I was out with supporters door-knocking again yesterday.
The day was clear and warm, and so were the welcomes. The people I’ve met in recent weeks have been generous with their time.
While the majority of people in the area we canvassed yesterday are Labour supporters, those that aren’t were friendly too. People appreciate the fact that a local politician is listening to what’s going on for them and their families.
One story in particular has stuck with me.
Bill and Maree (not their real names) live in their own home, and have worked hard to pay off much of their mortgage. Daughter Lisa has recently turned 17 and is living at home with Bill and Maree. Son Darren has just finished University. Bill and Maree have always held down solid jobs and bring in an average income. This has generally been enough. They were however impressed last election by John Key’s promise of tax cuts and ‘a brighter future’, and placed their vote with him.

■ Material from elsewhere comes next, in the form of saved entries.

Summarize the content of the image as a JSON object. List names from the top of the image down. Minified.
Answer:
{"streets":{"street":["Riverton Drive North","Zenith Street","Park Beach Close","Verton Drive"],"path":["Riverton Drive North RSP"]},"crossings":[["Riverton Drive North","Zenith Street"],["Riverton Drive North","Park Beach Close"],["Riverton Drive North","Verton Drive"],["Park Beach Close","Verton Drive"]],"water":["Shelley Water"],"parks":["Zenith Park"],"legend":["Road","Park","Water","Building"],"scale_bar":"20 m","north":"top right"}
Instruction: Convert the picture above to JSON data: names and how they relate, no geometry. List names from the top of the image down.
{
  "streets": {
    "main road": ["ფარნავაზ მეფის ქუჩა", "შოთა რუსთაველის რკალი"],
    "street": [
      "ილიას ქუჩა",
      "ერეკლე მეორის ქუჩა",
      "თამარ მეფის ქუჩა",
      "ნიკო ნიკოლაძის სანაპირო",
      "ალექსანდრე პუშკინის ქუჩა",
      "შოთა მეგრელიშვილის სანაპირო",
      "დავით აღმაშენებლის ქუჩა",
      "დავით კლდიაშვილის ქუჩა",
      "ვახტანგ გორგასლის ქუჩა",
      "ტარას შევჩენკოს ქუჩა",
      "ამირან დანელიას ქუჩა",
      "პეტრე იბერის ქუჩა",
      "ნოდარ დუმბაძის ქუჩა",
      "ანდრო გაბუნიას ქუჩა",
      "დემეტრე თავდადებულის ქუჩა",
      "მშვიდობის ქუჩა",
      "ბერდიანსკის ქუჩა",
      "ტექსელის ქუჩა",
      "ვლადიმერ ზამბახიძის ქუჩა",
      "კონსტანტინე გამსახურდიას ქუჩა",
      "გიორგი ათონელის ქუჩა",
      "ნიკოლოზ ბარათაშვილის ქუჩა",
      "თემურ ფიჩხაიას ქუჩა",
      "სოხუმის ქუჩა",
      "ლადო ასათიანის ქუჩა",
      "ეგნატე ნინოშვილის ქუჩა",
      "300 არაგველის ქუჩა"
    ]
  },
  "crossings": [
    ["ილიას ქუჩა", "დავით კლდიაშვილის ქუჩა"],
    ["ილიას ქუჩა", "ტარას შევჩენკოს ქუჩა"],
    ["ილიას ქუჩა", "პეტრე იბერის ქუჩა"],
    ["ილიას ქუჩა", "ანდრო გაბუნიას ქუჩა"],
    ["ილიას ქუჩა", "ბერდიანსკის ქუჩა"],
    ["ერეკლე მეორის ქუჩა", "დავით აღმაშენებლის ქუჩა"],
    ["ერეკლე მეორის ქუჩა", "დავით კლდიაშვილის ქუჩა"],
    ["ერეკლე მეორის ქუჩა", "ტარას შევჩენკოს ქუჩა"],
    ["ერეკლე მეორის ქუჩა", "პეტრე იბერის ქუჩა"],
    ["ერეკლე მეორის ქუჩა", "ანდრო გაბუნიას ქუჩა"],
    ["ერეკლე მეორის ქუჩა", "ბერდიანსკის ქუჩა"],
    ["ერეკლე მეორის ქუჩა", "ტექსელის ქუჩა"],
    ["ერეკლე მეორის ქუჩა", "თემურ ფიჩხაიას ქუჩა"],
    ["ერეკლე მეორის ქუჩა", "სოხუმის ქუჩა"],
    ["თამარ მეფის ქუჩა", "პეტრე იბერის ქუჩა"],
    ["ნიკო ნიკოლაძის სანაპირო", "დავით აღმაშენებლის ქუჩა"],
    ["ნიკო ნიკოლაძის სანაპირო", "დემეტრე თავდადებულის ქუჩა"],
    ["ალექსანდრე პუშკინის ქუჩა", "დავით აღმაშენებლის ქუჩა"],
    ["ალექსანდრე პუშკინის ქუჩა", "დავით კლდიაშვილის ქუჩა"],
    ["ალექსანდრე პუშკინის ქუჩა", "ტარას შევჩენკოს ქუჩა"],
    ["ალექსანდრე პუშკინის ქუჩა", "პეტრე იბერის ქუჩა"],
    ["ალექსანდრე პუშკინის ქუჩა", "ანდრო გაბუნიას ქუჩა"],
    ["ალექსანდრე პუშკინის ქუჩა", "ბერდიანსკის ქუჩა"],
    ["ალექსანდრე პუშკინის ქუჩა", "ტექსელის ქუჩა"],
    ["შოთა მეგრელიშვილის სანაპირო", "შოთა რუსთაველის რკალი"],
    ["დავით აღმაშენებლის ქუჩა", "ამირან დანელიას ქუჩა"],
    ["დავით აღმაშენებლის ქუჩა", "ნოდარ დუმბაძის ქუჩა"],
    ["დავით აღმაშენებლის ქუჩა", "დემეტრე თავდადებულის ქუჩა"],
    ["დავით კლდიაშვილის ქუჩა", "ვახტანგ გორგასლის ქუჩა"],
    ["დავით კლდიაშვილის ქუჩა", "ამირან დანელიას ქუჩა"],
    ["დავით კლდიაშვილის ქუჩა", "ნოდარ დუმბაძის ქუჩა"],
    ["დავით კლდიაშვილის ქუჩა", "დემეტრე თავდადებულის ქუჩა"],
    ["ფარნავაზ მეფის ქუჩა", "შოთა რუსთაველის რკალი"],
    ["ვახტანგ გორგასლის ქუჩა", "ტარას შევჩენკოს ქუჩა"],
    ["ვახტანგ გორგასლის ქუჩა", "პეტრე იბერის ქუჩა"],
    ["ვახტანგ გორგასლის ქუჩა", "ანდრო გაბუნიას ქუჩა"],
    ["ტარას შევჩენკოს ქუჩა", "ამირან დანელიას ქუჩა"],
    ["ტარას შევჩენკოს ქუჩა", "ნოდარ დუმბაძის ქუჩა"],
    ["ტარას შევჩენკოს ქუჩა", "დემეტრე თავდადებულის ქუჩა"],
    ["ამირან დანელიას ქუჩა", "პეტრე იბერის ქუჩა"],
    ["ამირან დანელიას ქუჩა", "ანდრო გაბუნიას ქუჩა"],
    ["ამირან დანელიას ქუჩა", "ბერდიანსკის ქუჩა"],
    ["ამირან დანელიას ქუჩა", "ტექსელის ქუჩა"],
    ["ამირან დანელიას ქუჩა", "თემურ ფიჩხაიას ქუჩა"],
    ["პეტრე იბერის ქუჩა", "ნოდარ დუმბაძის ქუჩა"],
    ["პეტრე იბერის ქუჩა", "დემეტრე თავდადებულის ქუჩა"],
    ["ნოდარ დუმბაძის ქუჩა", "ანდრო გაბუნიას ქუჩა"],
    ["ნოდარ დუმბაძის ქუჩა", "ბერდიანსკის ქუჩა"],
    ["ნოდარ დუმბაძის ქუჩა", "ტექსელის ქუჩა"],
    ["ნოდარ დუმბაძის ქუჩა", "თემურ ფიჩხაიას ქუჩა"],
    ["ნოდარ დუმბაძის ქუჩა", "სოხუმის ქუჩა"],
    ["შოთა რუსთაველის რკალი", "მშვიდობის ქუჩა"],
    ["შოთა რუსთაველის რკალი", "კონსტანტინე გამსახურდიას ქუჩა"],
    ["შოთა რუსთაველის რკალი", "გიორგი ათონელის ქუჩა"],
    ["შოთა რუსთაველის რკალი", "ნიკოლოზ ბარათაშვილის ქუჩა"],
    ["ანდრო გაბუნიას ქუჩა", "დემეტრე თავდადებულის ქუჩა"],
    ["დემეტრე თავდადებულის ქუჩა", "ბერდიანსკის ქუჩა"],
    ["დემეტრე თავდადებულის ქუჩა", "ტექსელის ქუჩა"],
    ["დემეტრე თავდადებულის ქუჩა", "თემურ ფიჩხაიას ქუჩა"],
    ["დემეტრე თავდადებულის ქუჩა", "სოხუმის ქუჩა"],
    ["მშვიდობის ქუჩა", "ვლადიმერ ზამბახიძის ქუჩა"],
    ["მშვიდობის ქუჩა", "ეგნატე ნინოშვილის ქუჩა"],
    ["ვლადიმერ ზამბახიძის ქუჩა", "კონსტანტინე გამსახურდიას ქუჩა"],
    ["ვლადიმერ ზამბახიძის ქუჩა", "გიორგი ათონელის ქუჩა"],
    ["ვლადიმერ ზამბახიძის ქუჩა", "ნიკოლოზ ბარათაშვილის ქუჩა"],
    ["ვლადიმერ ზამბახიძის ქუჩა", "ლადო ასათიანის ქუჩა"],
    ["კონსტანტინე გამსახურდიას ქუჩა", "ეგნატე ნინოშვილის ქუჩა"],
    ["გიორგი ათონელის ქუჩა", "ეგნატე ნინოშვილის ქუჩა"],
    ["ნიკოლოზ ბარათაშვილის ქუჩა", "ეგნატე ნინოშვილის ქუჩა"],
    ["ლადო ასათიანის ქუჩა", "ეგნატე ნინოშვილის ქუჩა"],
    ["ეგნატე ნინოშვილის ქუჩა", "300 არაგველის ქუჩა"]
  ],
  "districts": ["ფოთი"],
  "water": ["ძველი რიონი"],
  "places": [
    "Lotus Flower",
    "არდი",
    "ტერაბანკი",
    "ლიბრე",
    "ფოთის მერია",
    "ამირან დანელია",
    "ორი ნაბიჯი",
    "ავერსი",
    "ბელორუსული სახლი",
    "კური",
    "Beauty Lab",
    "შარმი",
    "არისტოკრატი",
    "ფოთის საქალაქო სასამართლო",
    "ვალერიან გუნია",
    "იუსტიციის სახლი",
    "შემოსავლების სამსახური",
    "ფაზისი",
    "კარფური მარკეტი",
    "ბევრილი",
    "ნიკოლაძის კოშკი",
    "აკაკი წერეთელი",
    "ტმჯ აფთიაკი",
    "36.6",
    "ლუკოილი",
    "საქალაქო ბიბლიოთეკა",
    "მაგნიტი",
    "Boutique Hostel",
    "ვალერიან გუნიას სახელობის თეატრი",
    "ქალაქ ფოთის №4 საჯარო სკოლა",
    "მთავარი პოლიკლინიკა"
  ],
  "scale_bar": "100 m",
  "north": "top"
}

But things have not turned out as hoped. Prices have risen and risen, and bills are getting harder to pay. The tax-cuts they were expecting haven’t lived up to expectations. And then Lisa fell pregnant. It wasn’t planned, but she’s determined to be a good mother. Bill and Maree want to support her, but they’re fearful they won’t be able to provide all that is needed for the new addition to the household. Having worked hard consistently down through the years, they went down to WINZ with Lisa to see what support is available. Nothing: unless Lisa is estranged from the family. Not until she’s 18.
Bill and Maree are feeling hard done by. Having worked hard and paid taxes all of their lives, they were expecting a little bit extra from Mr Key. Instead, they’re seeing seriously rich New Zealanders enjoy the big big tax cuts, while they don’t have quite enough to make ends meet. And then, to make matters worse, when they need a bit of help, they’re realising that’s not there either.
Bill and Maree are disillusioned. They’re changing their vote. But on top of their disappointment about Mr Key’s failure to deliver them a brighter future, they’ve another concern. It’s the future of their kids. Not only are they worried about their daughter: their son Darren is wanting to settle down too.
Darren’s just finished a degree and has been offered a very good job in Dunedin. But his partner’s pregnant, and they’re concerned about the cuts to Working For Families. With a student loan and the cuts to Working For Families, they too will struggle to make ends meet. Darren’s mates are telling him to move to Oz. One of them has already, and he’s earning nearly three times as much doing the same job.
This story echoes others I’ve encountered in recent weeks.
Many ‘swing’ voters feel disillusioned with the Government that they voted in last time. Some say the jury is still out, and they want to give Key another chance. Others are sick of him.